[Information provided — start]

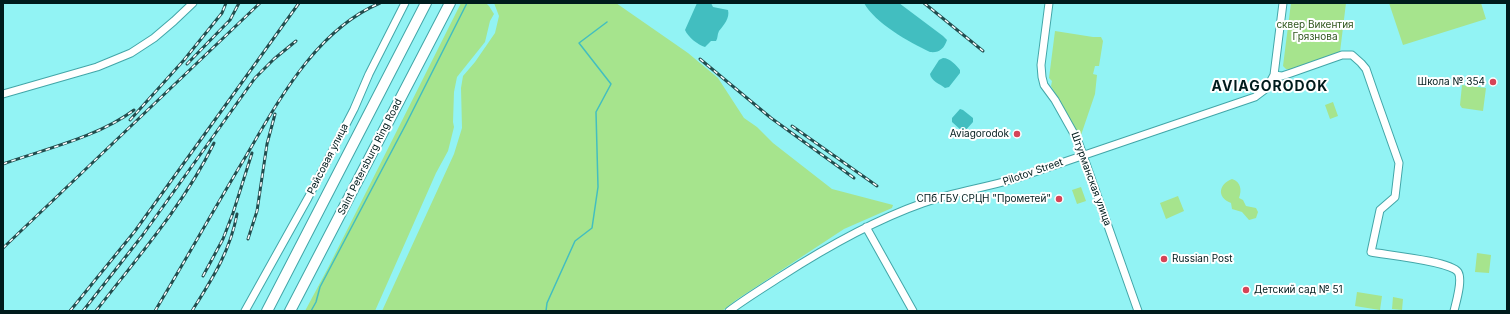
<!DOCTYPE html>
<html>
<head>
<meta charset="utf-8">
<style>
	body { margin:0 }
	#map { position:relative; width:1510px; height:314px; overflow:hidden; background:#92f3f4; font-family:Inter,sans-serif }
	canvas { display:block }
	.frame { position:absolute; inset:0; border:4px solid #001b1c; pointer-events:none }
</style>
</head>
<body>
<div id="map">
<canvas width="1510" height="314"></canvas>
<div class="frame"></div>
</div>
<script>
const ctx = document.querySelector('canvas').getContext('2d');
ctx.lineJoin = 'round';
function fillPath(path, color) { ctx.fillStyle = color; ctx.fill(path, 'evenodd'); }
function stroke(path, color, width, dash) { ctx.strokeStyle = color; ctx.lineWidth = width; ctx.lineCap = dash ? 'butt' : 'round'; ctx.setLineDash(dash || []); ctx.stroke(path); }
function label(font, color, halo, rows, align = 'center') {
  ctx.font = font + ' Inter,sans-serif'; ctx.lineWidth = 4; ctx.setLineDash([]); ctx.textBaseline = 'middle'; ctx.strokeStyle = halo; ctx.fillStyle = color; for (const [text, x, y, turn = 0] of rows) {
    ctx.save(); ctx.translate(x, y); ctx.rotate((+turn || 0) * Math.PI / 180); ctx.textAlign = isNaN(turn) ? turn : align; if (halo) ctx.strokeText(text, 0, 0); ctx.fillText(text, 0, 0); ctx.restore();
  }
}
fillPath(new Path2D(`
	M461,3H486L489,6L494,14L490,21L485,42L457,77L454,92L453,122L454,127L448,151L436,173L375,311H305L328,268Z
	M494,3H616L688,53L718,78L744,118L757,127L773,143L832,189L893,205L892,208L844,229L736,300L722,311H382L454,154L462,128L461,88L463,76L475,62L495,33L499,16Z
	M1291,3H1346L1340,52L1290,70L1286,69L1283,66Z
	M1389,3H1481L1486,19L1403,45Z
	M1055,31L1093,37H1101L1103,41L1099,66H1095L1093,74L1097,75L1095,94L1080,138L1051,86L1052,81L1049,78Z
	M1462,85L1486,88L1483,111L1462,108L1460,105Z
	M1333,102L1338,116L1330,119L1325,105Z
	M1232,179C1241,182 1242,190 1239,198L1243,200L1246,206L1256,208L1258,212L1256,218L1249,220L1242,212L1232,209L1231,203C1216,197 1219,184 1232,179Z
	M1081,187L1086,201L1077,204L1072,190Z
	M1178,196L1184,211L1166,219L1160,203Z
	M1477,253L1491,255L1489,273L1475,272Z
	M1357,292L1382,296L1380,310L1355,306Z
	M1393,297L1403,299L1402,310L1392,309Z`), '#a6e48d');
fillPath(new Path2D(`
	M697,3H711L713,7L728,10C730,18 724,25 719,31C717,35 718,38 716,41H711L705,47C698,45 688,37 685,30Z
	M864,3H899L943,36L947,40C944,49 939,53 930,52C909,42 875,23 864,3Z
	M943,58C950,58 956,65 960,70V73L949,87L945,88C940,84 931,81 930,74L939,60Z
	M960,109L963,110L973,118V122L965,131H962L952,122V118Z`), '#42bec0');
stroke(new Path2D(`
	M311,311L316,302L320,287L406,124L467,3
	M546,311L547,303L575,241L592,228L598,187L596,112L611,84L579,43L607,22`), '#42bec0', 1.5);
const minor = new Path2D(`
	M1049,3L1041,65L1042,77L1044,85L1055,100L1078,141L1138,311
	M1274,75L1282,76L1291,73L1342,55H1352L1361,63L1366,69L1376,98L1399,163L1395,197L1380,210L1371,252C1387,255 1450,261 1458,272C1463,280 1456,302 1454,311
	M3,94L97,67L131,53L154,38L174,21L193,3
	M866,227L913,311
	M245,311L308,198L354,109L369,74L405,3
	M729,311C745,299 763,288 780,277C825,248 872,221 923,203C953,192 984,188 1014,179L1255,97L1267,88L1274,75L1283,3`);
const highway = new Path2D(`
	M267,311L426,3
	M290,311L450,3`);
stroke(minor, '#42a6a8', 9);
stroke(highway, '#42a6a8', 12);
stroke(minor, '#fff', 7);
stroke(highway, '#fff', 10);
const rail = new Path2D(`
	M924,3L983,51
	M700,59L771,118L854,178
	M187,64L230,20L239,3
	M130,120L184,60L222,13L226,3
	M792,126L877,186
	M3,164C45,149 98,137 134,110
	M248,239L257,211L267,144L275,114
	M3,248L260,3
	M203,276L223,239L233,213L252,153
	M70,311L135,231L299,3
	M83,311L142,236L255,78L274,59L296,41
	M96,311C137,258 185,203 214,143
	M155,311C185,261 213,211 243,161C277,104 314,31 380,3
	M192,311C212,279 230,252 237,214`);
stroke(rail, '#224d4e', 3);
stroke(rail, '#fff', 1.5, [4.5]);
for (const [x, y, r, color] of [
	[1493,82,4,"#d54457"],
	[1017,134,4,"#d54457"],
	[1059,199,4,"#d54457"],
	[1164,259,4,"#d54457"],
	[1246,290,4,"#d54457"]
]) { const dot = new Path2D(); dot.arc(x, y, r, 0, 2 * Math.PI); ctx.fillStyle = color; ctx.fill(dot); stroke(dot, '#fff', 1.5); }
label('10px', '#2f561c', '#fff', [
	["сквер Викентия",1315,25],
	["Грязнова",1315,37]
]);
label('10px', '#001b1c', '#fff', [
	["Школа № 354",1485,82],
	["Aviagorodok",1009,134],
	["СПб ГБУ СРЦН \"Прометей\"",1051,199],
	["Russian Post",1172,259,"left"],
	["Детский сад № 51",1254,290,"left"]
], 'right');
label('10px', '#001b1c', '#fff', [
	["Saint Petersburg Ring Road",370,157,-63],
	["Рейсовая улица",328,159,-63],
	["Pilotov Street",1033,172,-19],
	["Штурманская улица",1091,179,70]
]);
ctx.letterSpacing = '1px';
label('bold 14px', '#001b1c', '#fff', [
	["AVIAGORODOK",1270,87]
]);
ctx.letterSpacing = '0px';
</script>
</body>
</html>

[Information provided — finish]

Work to complete -> In the records above, find every line with the word "align" and copy it.

Response area ->
function label(font, color, halo, rows, align = 'center') {
    ctx.save(); ctx.translate(x, y); ctx.rotate((+turn || 0) * Math.PI / 180); ctx.textAlign = isNaN(turn) ? turn : align; if (halo) ctx.strokeText(text, 0, 0); ctx.fillText(text, 0, 0); ctx.restore();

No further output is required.